Public park in Manhattan, New York

MacArthur Playground, officially named General Douglas MacArthur Memorial Park, is a 0.33 acre public park in the Turtle Bay neighborhood of Manhattan, New York, United States. The park is located on the east end of the block bounded by First Avenue, General Douglas MacArthur Plaza, and East 48th and 49th streets, immediately to the north of the Headquarters of the United Nations. The park and plaza, the latter of which is a north–south street that runs for a single block between the playground and the FDR Drive, were named after Douglas MacArthur in October 1964. The park was donated to the city by Alcoa Plaza Associates, the developer of the adjacent mixed-use building at 860-870 United Nations Plaza.

==History==

===Redevelopment of site===

In the late 1950s, Joseph I. Lubin planned to construct two apartment buildings on the block bounded by First Avenue, the FDR Drive, and East 48th and 49th streets. At that time, most of the block—including the current site of MacArthur Playground—was occupied by a parking lot. To improve vehicular access to the planned development, Lubin proposed constructing a bridge from the top of the retaining wall at the south end of Beekman Place across East 49th Street to an elevated plaza located between the apartment buildings. The proposed bridge was met by strong opposition from local residents, who did not want more traffic drawn to Beekman Place, a narrow two-block-long street. The New York City Planning Commission also did not support the proposal because the bridge would only serve a private interest. The application for the bridge was withdrawn by Lubin in February 1958.
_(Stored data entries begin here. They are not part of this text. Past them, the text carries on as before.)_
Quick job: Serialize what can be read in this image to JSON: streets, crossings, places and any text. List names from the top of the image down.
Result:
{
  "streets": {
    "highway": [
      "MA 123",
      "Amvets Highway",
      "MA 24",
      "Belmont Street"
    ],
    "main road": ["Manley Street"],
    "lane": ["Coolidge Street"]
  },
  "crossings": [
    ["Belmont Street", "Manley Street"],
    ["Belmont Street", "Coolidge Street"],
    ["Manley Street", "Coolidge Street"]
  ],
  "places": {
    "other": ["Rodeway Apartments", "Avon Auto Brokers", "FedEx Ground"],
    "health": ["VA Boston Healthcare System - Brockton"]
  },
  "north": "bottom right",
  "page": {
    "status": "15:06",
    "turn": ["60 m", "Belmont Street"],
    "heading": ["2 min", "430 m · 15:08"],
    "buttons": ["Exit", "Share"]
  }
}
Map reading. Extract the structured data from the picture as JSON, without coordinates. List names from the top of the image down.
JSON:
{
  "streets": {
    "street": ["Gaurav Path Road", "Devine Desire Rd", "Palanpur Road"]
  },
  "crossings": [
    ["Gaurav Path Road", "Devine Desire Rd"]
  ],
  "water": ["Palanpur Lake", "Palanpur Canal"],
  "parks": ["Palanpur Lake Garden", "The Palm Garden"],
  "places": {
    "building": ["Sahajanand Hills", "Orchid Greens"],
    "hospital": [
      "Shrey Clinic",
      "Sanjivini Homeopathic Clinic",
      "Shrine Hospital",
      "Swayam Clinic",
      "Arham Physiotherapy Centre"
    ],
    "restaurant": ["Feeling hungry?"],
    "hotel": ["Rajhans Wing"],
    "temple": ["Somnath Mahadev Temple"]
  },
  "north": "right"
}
Lubin later sold the property to Webb & Knapp, which announced plans to develop the site with a mixed-use building that would provide office space designed for United Nations delegations along with residential units on the top floors, with the first choices for apartments going to diplomats. As part of the plans for the building, the developer would give the city a third of an acre at the end of the block for park uses. The new plans for the site also met opposition from local residents, who questioned the scale of the proposed 37-story tower and that a requested change to the zoning would only benefit the developer. In 1961, the plans for the building were revised from a single tower to shorter twin towers to appease residents living near Beekman Place.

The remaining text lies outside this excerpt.